▶ [Recorded information]
_____
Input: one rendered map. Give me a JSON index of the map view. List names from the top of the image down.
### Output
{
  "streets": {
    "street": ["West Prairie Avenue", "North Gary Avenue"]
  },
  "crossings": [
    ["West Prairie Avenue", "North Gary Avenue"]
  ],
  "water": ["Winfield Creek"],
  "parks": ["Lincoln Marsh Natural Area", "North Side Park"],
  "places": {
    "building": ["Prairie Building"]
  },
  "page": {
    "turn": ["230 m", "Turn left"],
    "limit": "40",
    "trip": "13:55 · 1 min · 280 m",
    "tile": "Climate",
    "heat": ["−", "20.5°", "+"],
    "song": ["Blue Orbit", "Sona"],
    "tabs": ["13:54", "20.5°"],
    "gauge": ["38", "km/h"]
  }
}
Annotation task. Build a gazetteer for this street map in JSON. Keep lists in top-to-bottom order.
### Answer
_____
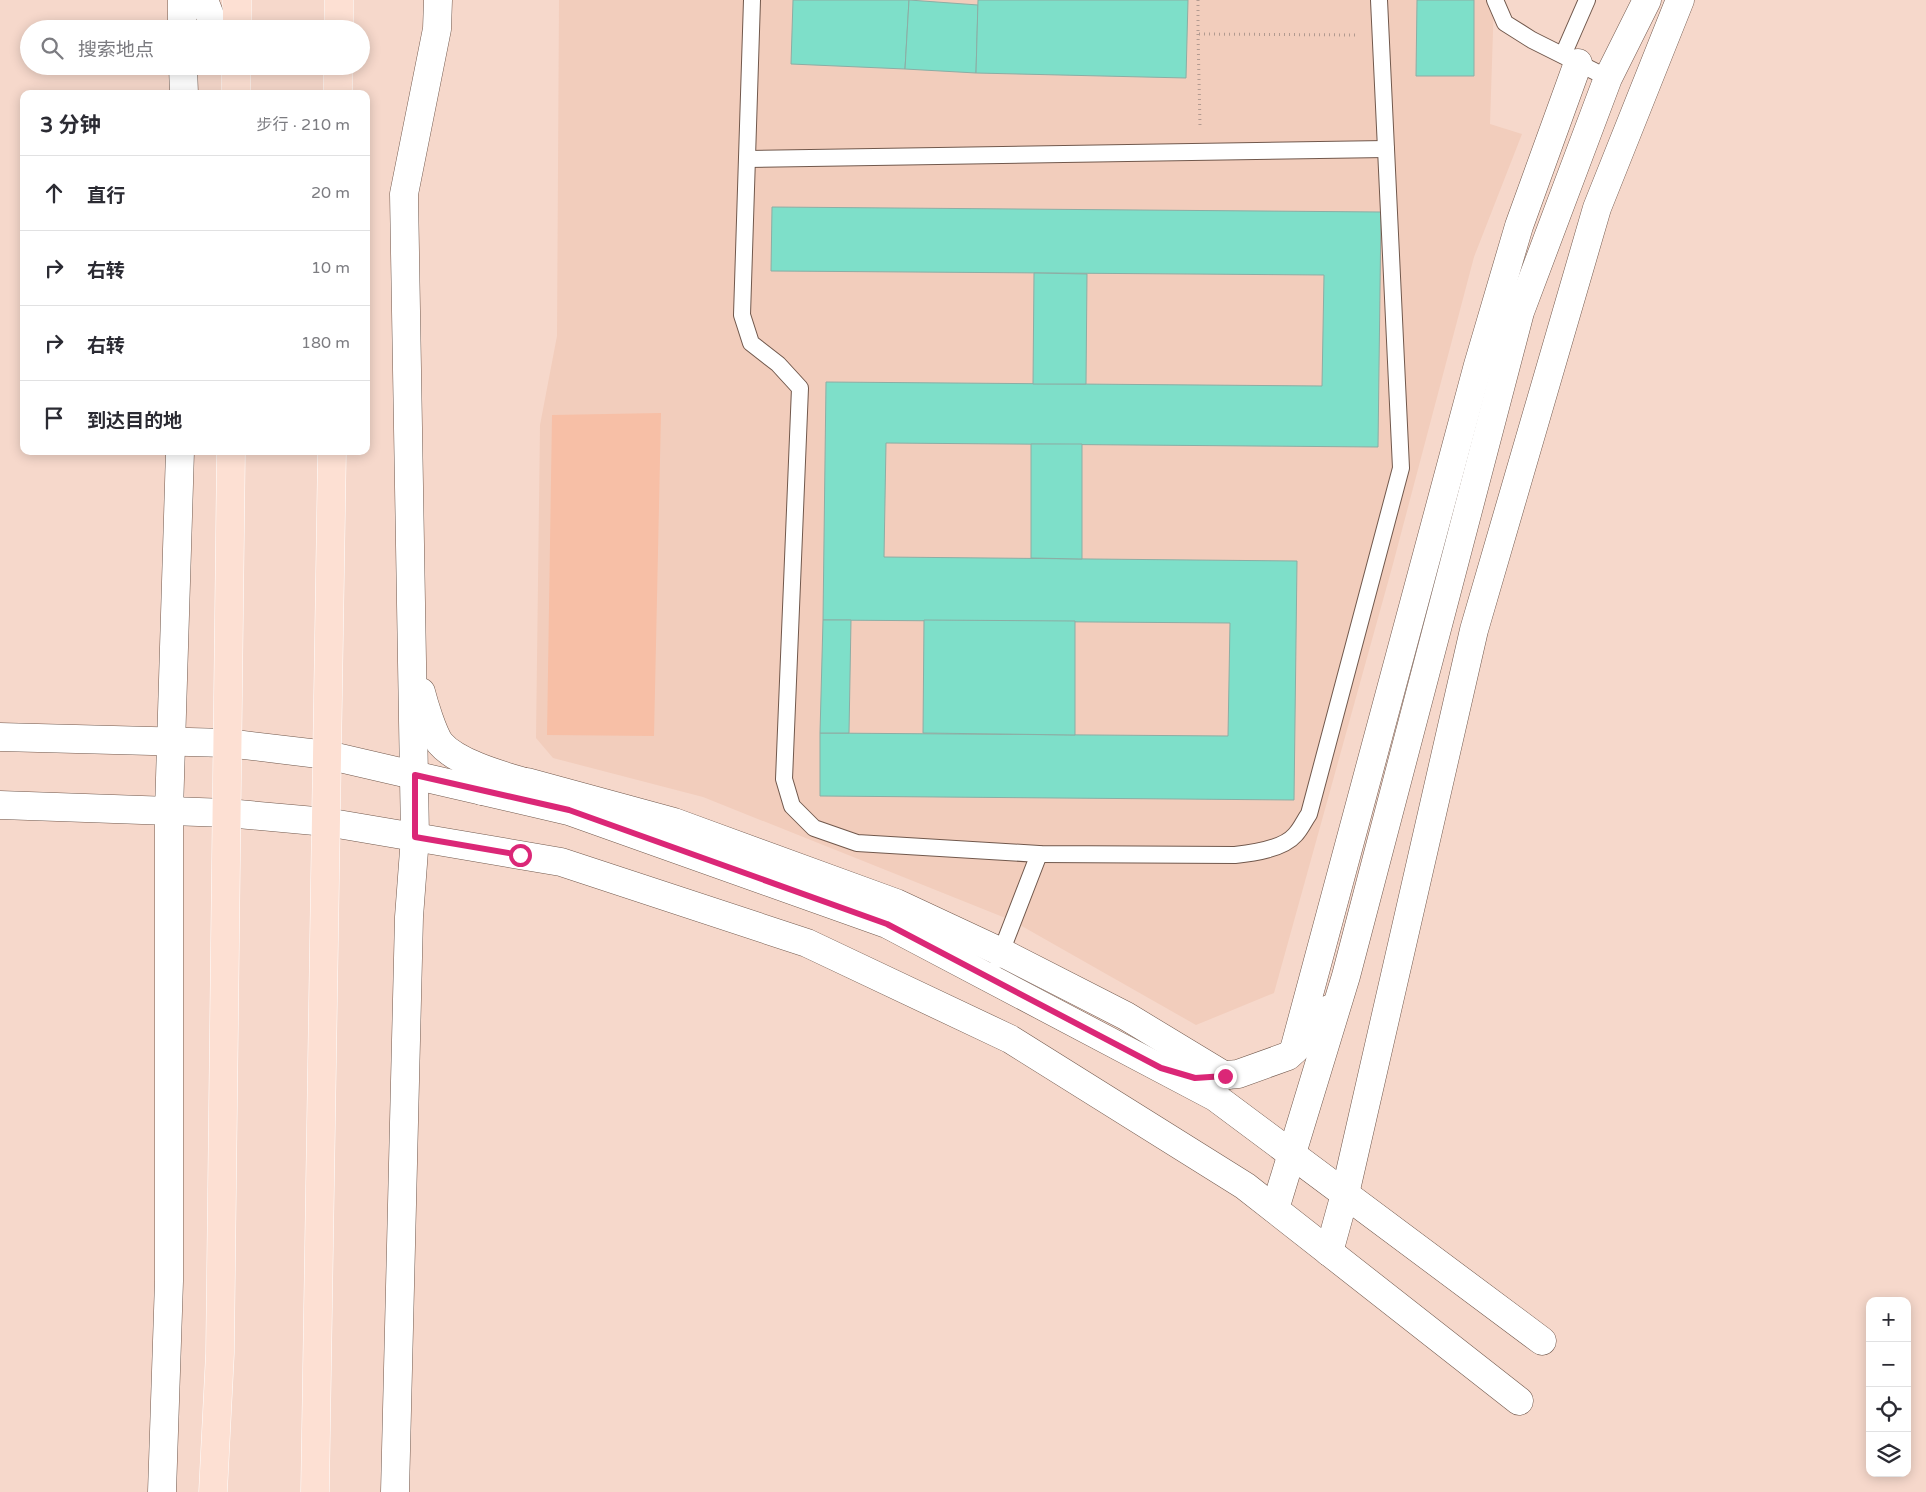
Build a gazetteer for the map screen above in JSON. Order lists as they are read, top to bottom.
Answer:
_____
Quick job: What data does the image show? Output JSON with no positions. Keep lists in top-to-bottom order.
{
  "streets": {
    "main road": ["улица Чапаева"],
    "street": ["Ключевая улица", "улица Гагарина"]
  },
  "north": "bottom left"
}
_____
▶ [About this exercise] Some lines above hold the word "gazetteer". Copy all of them.

▶ [Answer to this problem]
Annotation task. Build a gazetteer for this street map in JSON. Keep lists in top-to-bottom order.
Build a gazetteer for the map screen above in JSON. Order lists as they are read, top to bottom.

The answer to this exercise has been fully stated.